## [YOUR TASK]
Write out every line below that contains "fillStyle".

## [Excerpts from a dataset]
※ ※ ※

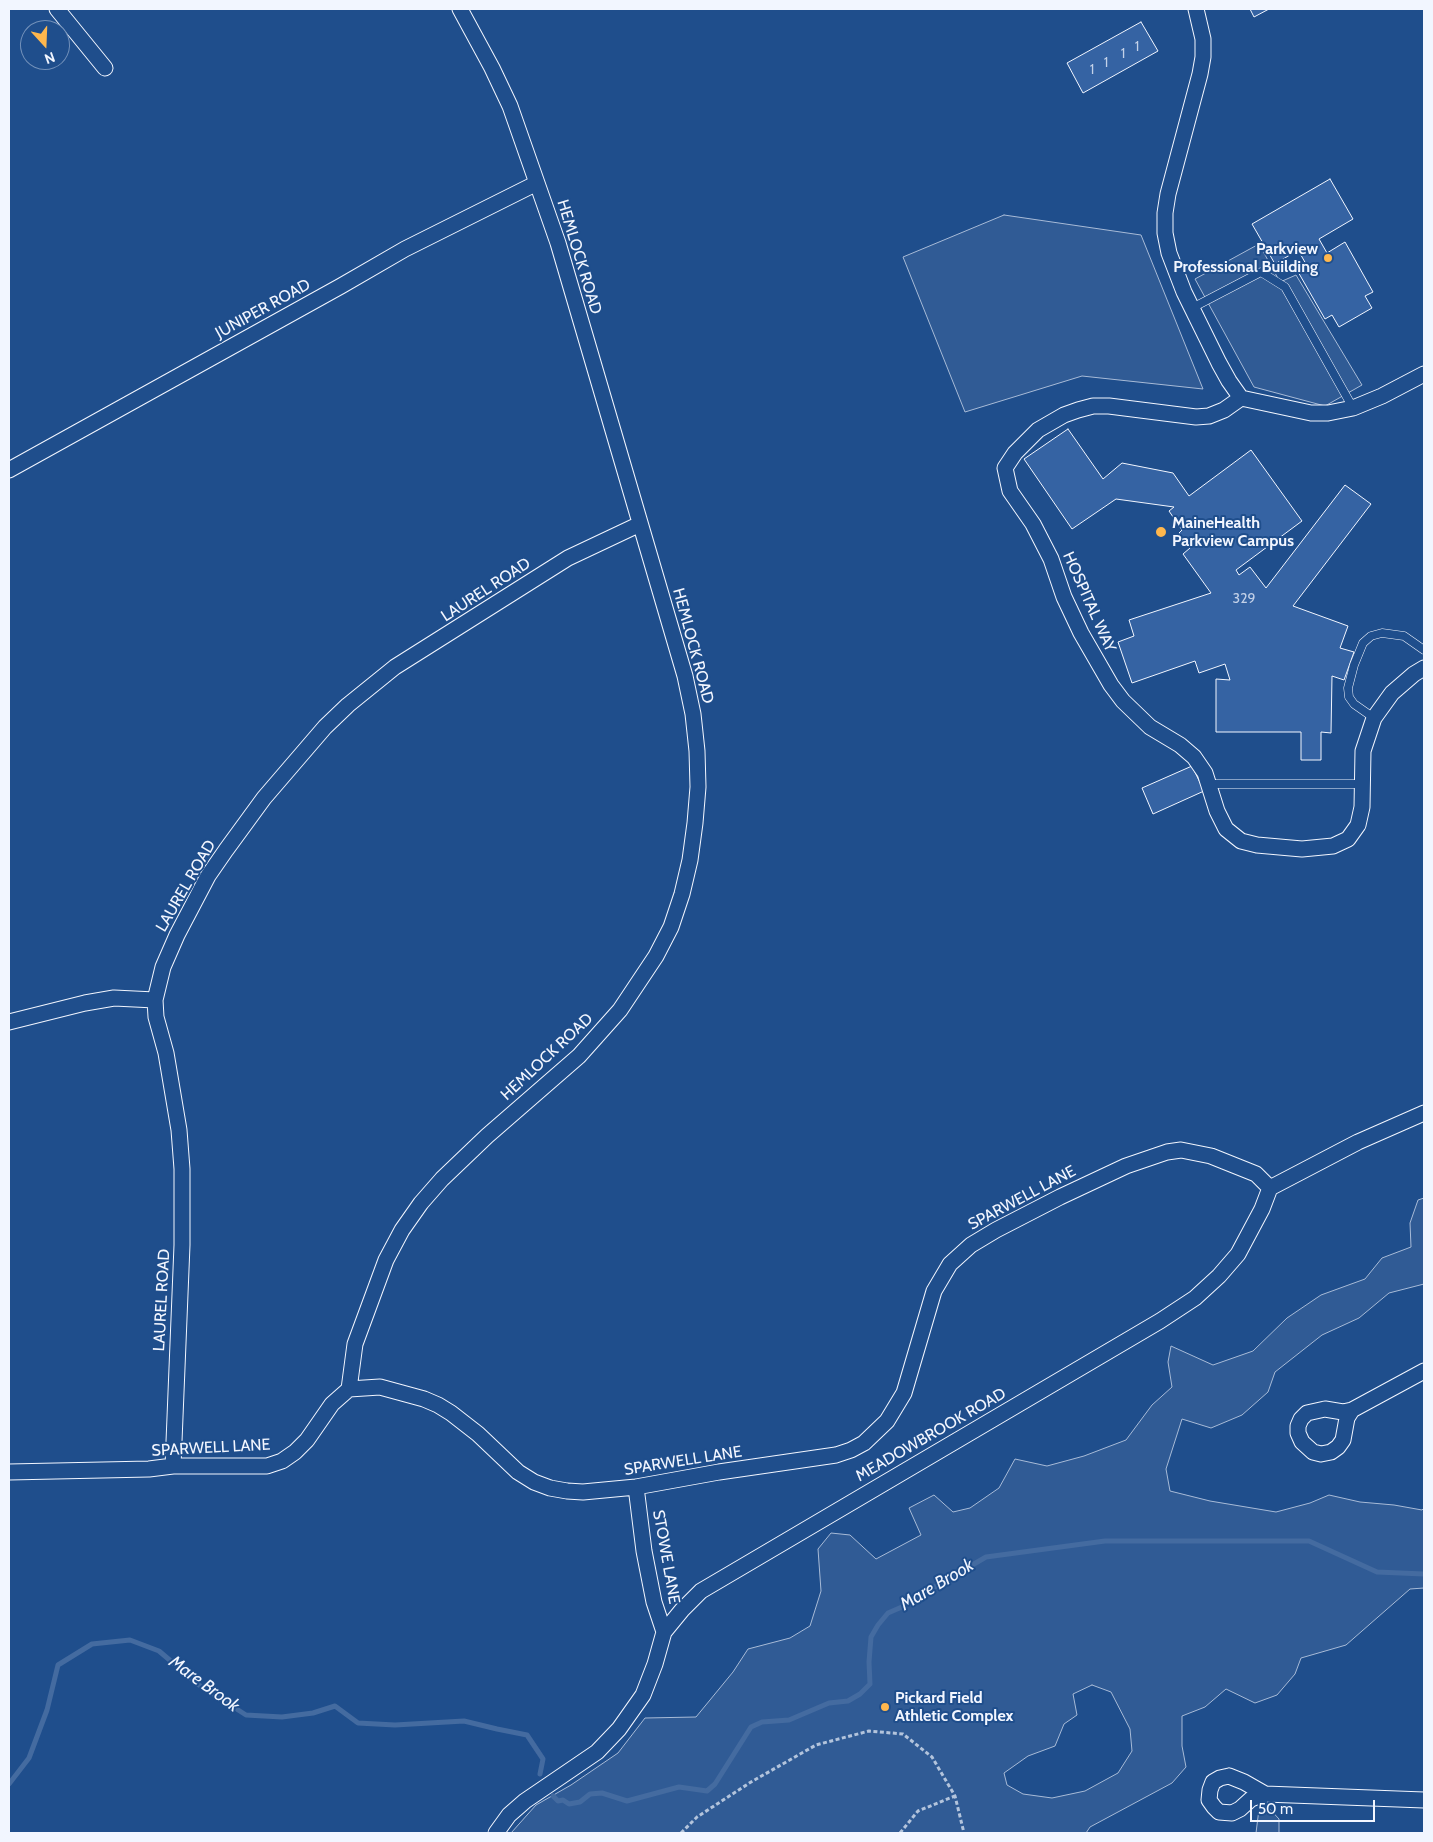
<!DOCTYPE html>
<html>
<head>
<meta charset="utf-8">
<style>
  body { margin:0 }
  #map { position:relative; width:1433px; height:1842px; overflow:hidden; background:#1f4e8c; font-family:Cabin,sans-serif }
  canvas { display:block }
  .frame { position:absolute; inset:0; border:10px solid #f2f6ff; pointer-events:none }
  .north { position:absolute; left:20px; top:20px; width:50px; height:50px; box-sizing:border-box; background:#1f4e8c; border:1px solid #7391ba; border-radius:50%; rotate:160deg; font-size:14px; font-weight:700; line-height:20px; text-align:center; color:#f2f6ff }
  .north::after { content:''; display:block; margin:auto; width:18px; height:22px; background:#ffb74d; clip-path:polygon(50% 0,100% 100%,50% 72%,0 100%) }
  .scale { position:absolute; left:1250px; top:1800px; width:125px; height:22px; box-sizing:border-box; border:2px solid #f2f6ff; border-top:0; padding-left:6px; font-size:15px; line-height:18px; white-space:nowrap; color:#f2f6ff; -webkit-text-stroke:4px #1f4e8c; paint-order:stroke }
</style>
</head>
<body>
<div id="map">
<canvas width="1433" height="1842"></canvas>
<div class="frame"></div>
<div class="north">N</div>
<div class="scale">50 m</div>
</div>
<script>
const g = document.querySelector('canvas').getContext('2d');
g.lineJoin = 'round';
function paint(path, color) { g.fillStyle = color; g.fill(path, 'evenodd'); }
const toPath = rows => new Path2D(rows.map(r => 'M' + r).join(''));
function strokePath(path, color, width, dash) { g.strokeStyle = color; g.lineWidth = width; g.lineCap = dash ? 'butt' : 'round'; g.setLineDash(dash || []); g.stroke(path); }
function label(font, color, halo, rows, align = 'center') {
  g.font = font + ' Cabin,sans-serif'; g.lineWidth = 4; g.setLineDash([]); g.textBaseline = 'middle'; g.strokeStyle = halo; g.fillStyle = color; for (const [text, x, y, turn = 0] of rows) {
    g.save(); g.translate(x, y); g.rotate((+turn || 0) * Math.PI / 180); g.textAlign = isNaN(turn) ? turn : align; if (halo) g.strokeText(text, 0, 0); g.fillText(text, 0, 0); g.restore();
  }
}
const built = toPath([
  [1004,215,1141,235,1203,389,1082,376,965,412,903,257,1004,215],
  [1259,244,1280,282,1296,275,1362,385,1325,406,1254,387,1195,279,1259,244],
  [1424,1198,1424,1284,1389,1293,1359,1318,1322,1335,1275,1372,1268,1392,1242,1415,1211,1428,1182,1419,1166,1469,1170,1491,1210,1501,1276,1512,1310,1503,1329,1495,1360,1502,1394,1505,1422,1510,1424,1508,1424,1588,1410,1589,1346,1645,1301,1658,1295,1674,1277,1695,1255,1703,1226,1689,1205,1707,1182,1716,1182,1746,1186,1767,1172,1783,1090,1827,1086,1833,511,1833,536,1805,571,1785,618,1753,645,1718,696,1717,733,1672,748,1649,790,1638,810,1626,821,1591,818,1549,831,1533,850,1535,876,1559,921,1535,909,1508,934,1495,953,1512,970,1508,999,1488,1015,1459,1047,1466,1084,1456,1126,1440,1152,1405,1172,1387,1168,1362,1171,1346,1213,1365,1253,1351,1287,1318,1321,1295,1365,1279,1382,1258,1411,1247,1410,1223,1418,1200,1424,1198],
  [1092,1685,1111,1692,1130,1729,1132,1751,1118,1773,1085,1791,1052,1798,1023,1794,1007,1785,1004,1773,1028,1756,1055,1746,1064,1724,1077,1715,1073,1694,1092,1685],
  [1266,1805,1279,1819,1279,1833,1256,1833,1259,1809,1266,1805]
]);
paint(built, '#305b95');
strokePath(built, '#a8bbd7', 1);
strokePath(toPath([
  [9,1784,29,1758,47,1710,58,1665,92,1644,130,1640,159,1651,199,1685,246,1715,282,1717,313,1713,335,1706,358,1723,395,1725,464,1721,497,1729,527,1735,543,1759,540,1774],
  [553,1796,558,1801,563,1800,569,1804,580,1802,590,1794,602,1793,627,1801,679,1787,707,1791,715,1784,751,1727,762,1722,789,1720,829,1703,848,1701,860,1694,870,1684,869,1662,871,1637,878,1625,888,1613,918,1600,931,1589,986,1557,1105,1541,1309,1541,1377,1572,1424,1574]
]), '#446ba0', 5);
const building = toPath([
  [1250,9,1269,9,1254,17,1250,9],
  [1141,22,1158,51,1083,93,1067,63,1141,22],
  [1330,179,1353,219,1319,239,1327,253,1345,242,1373,292,1365,296,1372,308,1339,327,1332,315,1325,319,1297,270,1306,264,1298,250,1275,264,1252,224,1330,179],
  [1068,429,1103,479,1122,463,1173,473,1189,496,1251,450,1302,521,1236,570,1239,575,1250,567,1266,588,1345,485,1371,504,1293,606,1348,626,1340,648,1354,652,1344,680,1332,676,1331,733,1321,732,1321,760,1301,760,1301,732,1216,732,1216,679,1230,680,1225,664,1199,673,1195,661,1132,683,1118,642,1134,636,1129,620,1211,593,1183,554,1190,548,1179,533,1182,530,1169,511,1174,507,1116,499,1072,529,1024,459,1068,429],
  [1192,766,1204,791,1153,814,1142,788,1192,766]
]);
paint(building, '#3563a3');
strokePath(building, '#f2f6ff', 1);
const lane = toPath([
  [1192,308,1261,272,1285,287,1353,408],
  [1374,718,1354,704,1349,697,1348,688,1354,665,1363,643,1371,636,1382,633,1404,636,1424,650],
  [1209,784,1362,784]
]);
const street = toPath([
  [57,9,105,68],
  [1196,9,1203,39,1203,57,1200,74,1168,194,1165,213,1165,233,1169,253,1184,292,1219,363,1229,381,1241,398,1311,413,1328,413,1353,408,1382,396,1424,374],
  [1241,398,1224,410,1209,416,1196,417,1109,406,1093,406,1078,410,1064,415,1038,430,1015,453,1005,468,1010,491,1033,524,1051,559,1064,597,1081,633,1111,685,1123,701,1150,727,1180,745,1194,757,1205,773,1217,811,1226,829,1241,841,1257,845,1302,849,1333,846,1348,839,1358,825,1362,807,1363,751,1374,718,1392,693,1414,674,1424,668],
  [9,470,341,286,405,249,537,183],
  [9,1022,85,1003,114,998,155,1000],
  [349,1389,355,1344,386,1260,402,1230,421,1203,442,1179,487,1136,579,1056,620,1010,656,956,671,927,682,894,690,860,695,823,698,787,697,751,693,714,685,676,558,243,510,106,492,68,460,9],
  [1325,1409,1343,1412,1352,1410,1347,1418,1343,1440,1338,1447,1331,1452,1321,1454,1313,1452,1302,1442,1298,1433,1298,1426,1301,1419,1307,1413,1325,1409],
  [1352,1410,1424,1371],
  [173,1466,182,1245,182,1169,179,1130,166,1053,156,1017,155,1000,163,967,177,935,208,876,226,850,264,798,325,727,348,705,395,667,568,558,640,524],
  [9,1472,149,1469,173,1466,267,1466,282,1461,295,1452,307,1440,332,1404,349,1389,380,1387,424,1399,438,1405,451,1413,478,1434,518,1472,534,1482,550,1488,567,1491,583,1492,636,1487,719,1472,836,1455,851,1450,864,1443,887,1421,904,1393,934,1291,950,1264,971,1245,996,1230,1060,1197,1126,1166,1167,1152,1181,1150,1211,1156,1256,1174,1270,1188],
  [636,1487,644,1551,654,1602,664,1632],
  [1229,1776,1244,1782,1265,1794,1251,1799,1240,1809,1232,1813,1219,1812,1214,1807,1209,1800,1210,1790,1213,1782,1220,1778,1229,1776],
  [1265,1794,1424,1800],
  [496,1833,509,1815,525,1801,597,1752,619,1729,643,1695,655,1664,664,1632,682,1610,701,1591,1160,1321,1195,1298,1219,1276,1238,1254,1262,1209,1270,1188,1358,1142,1424,1113]
]);
strokePath(lane, '#f2f6ff', 9);
strokePath(street, '#f2f6ff', 17);
strokePath(toPath([
  [681,1833,697,1817,751,1782,816,1745,869,1731,903,1734,932,1757,955,1796,964,1833],
  [900,1833,918,1811,955,1796]
]), '#b3c4dc', 3, [4, 2.5]);
strokePath(lane, '#1f4e8c', 8);
strokePath(street, '#1f4e8c', 15);
for (const [x, y, r, color] of [
  [1328,258,5,"#ffb74d"],
  [1161,532,6,"#ffb74d"],
  [885,1707,5,"#ffb74d"]
]) { const dot = new Path2D(); dot.arc(x, y, r, 0, 2 * Math.PI); g.fillStyle = color; g.fill(dot); strokePath(dot, '#1f4e8c', 2); }
label('14px', '#c3d1e8', null, [
  ["1",1137,47],
  ["1",1123,54],
  ["1",1106,63],
  ["1",1092,70],
  ["329",1244,599]
]);
label('bold 16px', '#f2f6ff', '#1f4e8c', [
  ["Parkview",1318,249,"right"],
  ["Professional Building",1318,267,"right"],
  ["MaineHealth",1172,523],
  ["Parkview Campus",1172,541],
  ["Pickard Field",895,1698],
  ["Athletic Complex",895,1716]
], 'left');
label('16px', '#f2f6ff', '#1f4e8c', [
  ["HEMLOCK ROAD",579,257,73],
  ["JUNIPER ROAD",263,309,-29],
  ["LAUREL ROAD",486,590,-33],
  ["HOSPITAL WAY",1089,602,66],
  ["HEMLOCK ROAD",693,646,75],
  ["LAUREL ROAD",186,886,-60],
  ["HEMLOCK ROAD",547,1057,-43],
  ["SPARWELL LANE",1022,1198,-28],
  ["LAUREL ROAD",162,1300,-87],
  ["MEADOWBROOK ROAD",931,1435,-30],
  ["SPARWELL LANE",211,1448,-3],
  ["SPARWELL LANE",683,1461,-9],
  ["STOWE LANE",666,1557,80]
]);
label('italic 18px', '#f2f6ff', '#1f4e8c', [
  ["Mare Brook",937,1585,-31],
  ["Mare Brook",204,1684,36]
]);
</script>
</body>
</html>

※ ※ ※

## [REPLY]
function paint(path, color) { g.fillStyle = color; g.fill(path, 'evenodd'); }
  g.font = font + ' Cabin,sans-serif'; g.lineWidth = 4; g.setLineDash([]); g.textBaseline = 'middle'; g.strokeStyle = halo; g.fillStyle = color; for (const [text, x, y, turn = 0] of rows) {
]) { const dot = new Path2D(); dot.arc(x, y, r, 0, 2 * Math.PI); g.fillStyle = color; g.fill(dot); strokePath(dot, '#1f4e8c', 2); }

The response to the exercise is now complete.